I guess using something allegedly “simple”, over a long time, only appears simple because you will slowly internalise any idioms you’re using, and they don’t take much thought anymore.

Looking back — I’ve used this pattern for over 20 years, across various platforms. I’ve had a backing source that is anything from xml files to json to sqlite to in memory (for rapid tests) in a few languages. Things that seem natural or intuitive (to me) at this point are just habits that are rusted on, whether good or bad.

Sometimes I start building fast indexing systems on top of it, or archiving systems or record versioning… and the better tool would be to switch to a db or to a more full featured key value store. But it’s such a lot of fun!


Sometimes, when battling these issues, I wish the Smalltalk-style approach[1][2] was more popular/feasible. Basically, saving the entire state of the VM is a fundamental operation supported by the language. Only truly transient things like network connections require special effort.

There are some echoes of this with things like Lua's Pluto/Eris, or serializable continuations in other languages (eg: Perl's Continuity).

It's just such a pain to thoroughly handle that sort of stuff without language-level support. And doing a "good enough" approach with some rough edges is usually shippable, so it's hard to build a critical mass of demand for such support. And even if there was, it's very hard to add it to a language/framework/etc that wasn't designed for it to begin with.

I've had a decent experience with 'struct string' style approaches, like Lua's string.pack() or Perl's pack()[3]. It's a little brittle, but extremely straightforward and "not framework-y," which suits me. But it leaves out things like program execution state; it's just for plain data.

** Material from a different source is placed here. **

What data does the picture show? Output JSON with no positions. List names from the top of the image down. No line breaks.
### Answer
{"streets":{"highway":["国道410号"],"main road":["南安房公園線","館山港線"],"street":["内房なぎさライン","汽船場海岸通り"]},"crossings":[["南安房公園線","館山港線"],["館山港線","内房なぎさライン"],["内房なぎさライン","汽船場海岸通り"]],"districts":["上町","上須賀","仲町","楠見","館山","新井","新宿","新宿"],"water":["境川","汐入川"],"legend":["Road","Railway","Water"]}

[1] https://en.wikipedia.org/wiki/Smalltalk#Image-based_persiste...

[2] example of using this serializable statefulness for serving web apps: https://en.wikipedia.org/wiki/Seaside_(software)

[3] https://perldoc.perl.org/functions/pack


A full memory dump for a game will nowadays often be multiple gigabytes, that's a non-starter.

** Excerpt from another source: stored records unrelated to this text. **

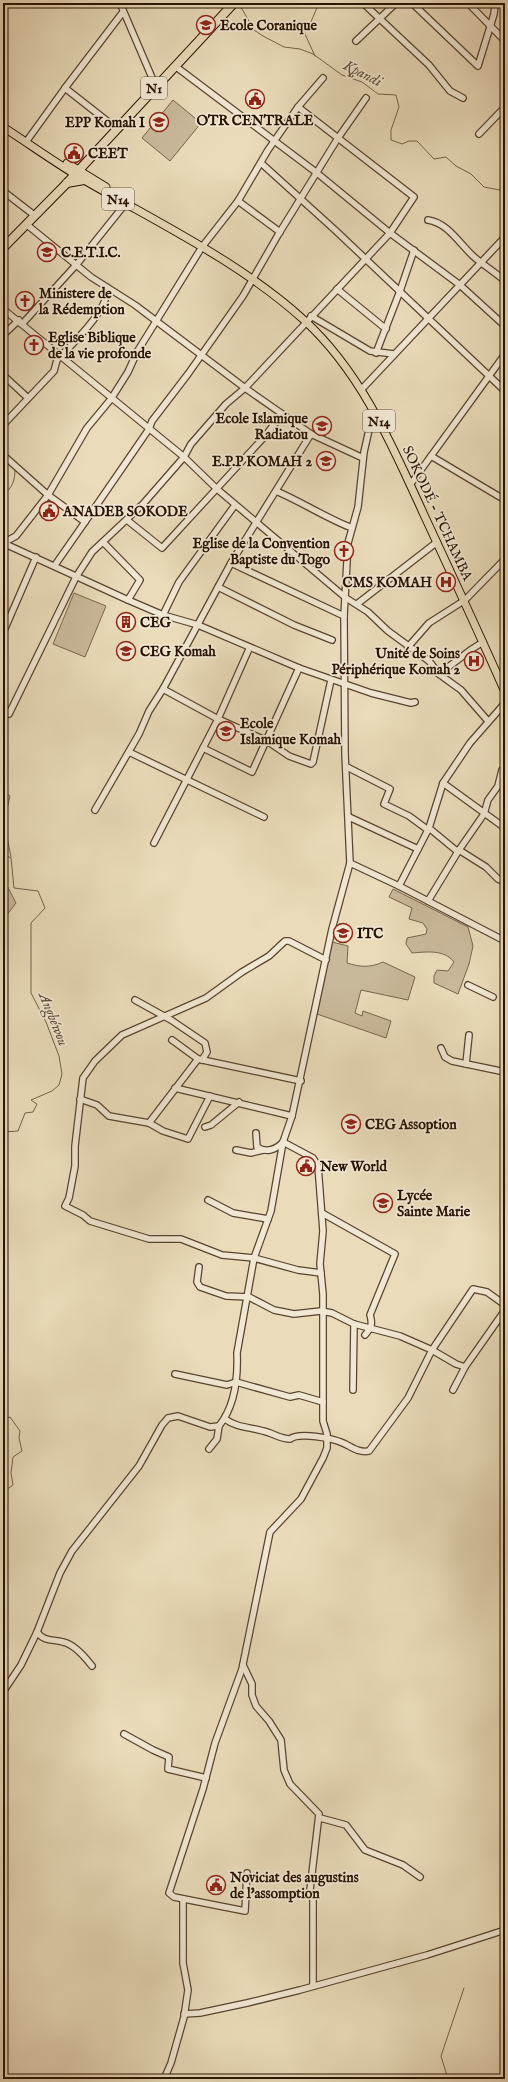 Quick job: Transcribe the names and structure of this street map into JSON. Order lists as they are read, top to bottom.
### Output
{
  "streets": {
    "highway": ["N1"],
    "main road": ["N14", "SOKODÉ - TCHAMBA"]
  },
  "crossings": [
    ["N1", "SOKODÉ - TCHAMBA"]
  ],
  "water": ["Kpandi", "Angbéwou"],
  "places": {
    "school or university": [
      "Ecole Coranique",
      "EPP Komah I",
      "C.E.T.I.C.",
      "Ecole Islamique Radiatou",
      "E.P.P KOMAH 2",
      "CEG Komah",
      "Ecole Islamique Komah",
      "ITC",
      "CEG Assoption",
      "Lycée Sainte Marie"
    ],
    "public building": [
      "OTR CENTRALE",
      "CEET",
      "ANADEB SOKODE",
      "New World",
      "Noviciat des augustins de l'assomption"
    ],
    "church": ["Ministere de la Rédemption", "Eglise Biblique de la vie profonde", "Eglise de la Convention Baptiste du Togo"],
    "hospital": ["CMS KOMAH", "Unité de Soins Périphérique Komah 2"],
    "building": ["CEG"]
  }
}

Even back in the day, Game Maker had a function to dump the state to disk that was intended for game saves. It sucked - turns out there's a bunch of state that you don't want in your savefile - keybinds, settings, even most game state actually.

Save state should be opt-in, not opt-out, and on top of that a VM/memory dump makes it a very big pain to opt-out.


All valid issues, to be sure. But I do think that a big chunk of the suckiness is poor tooling (lacking easier/better ways to opt-out or customize various parts, for instance) rather than a conceptual problem. That's why I feel like it would require a language to fully embrace it (kinda like Smalltalk did) rather than being a bolt-on feature. And for games it would likely need to be innately aware of GPU concerns, too.

On the flipside, there are (hopefully obvious) big advantages for the development process, when you can snapshot full states.

Of course, none of it matters if you actually need max performance — no AAA shooters would use it. But there are lots of not-performance-critical games which might benefit more from the better development experience at the expense of some performance. Perhaps point-and-click adventures, sidescrollers, shootemups, and such.

Anyway, just spitballing (:

I'm working on a game now that has almost no state, and I wish for a way to have that same freedom I feel in a more stateful traditional game, without having to muddy up everything with serialization interfaces et. al.


You can surprisingly sort of do this in Java. Just create a lambda which will start the game at the current state when you call it.


Huh?


I don't, in fact I mostly hate serializations systems. IMO they lead to extremely long load times. It might be more work to put the data that actually needs to be saved into some binary blob but it's the difference between a game that loads instantly and a game (like Source games) that takes 10-20 infuriating seconds per level every time you die.


This seems to cover many common pain points, but I’ve written my fair share of .NET serializers and for anything I build now I’d just use protocol buffers. Robust support, handles versioning pretty well, and works cross platform.

I’d like to know their reasons for making yet another serializer vs just using pb or thrift.


This is a good point. I don't think anyone wakes up wanting to make a new serializer. At this point, I was already pretty deep into making and releasing tools for my game projects so doing this didn't seem like such a stretch (although it actually ended up being one of the hardest things I've ever done).

A lot of small to mid-size games (which are the focus of the tools I provide) want to save data into JSON, whether it is to be mod-friendly or just somewhat human-friendly to the developer while working on the game. Not familiar with Thrift, but PB is obviously for binary data and has a focus on compactness and performance, which isn't the primary concern on my list of priorities for a serialization system. My primary concern for a serialization system is refactor-friendliness. I want to be able to rework type hierarchies without breaking existing save files, or get as close to that as possible.

I suppose you could say I'm only really introducing "half" of a serialization system: the heavy lifting is being split between the introspection generator (for writing metadata at compile time via source generation) and System.Text.Json (which handles a lot of the runtime logic for serializing/deserializing things).


In my experience, the pain of dealing with changes outweighs the pain of dealing with boilerplate, so it's better to explicitly write out save and load functions manually than rely on reflection.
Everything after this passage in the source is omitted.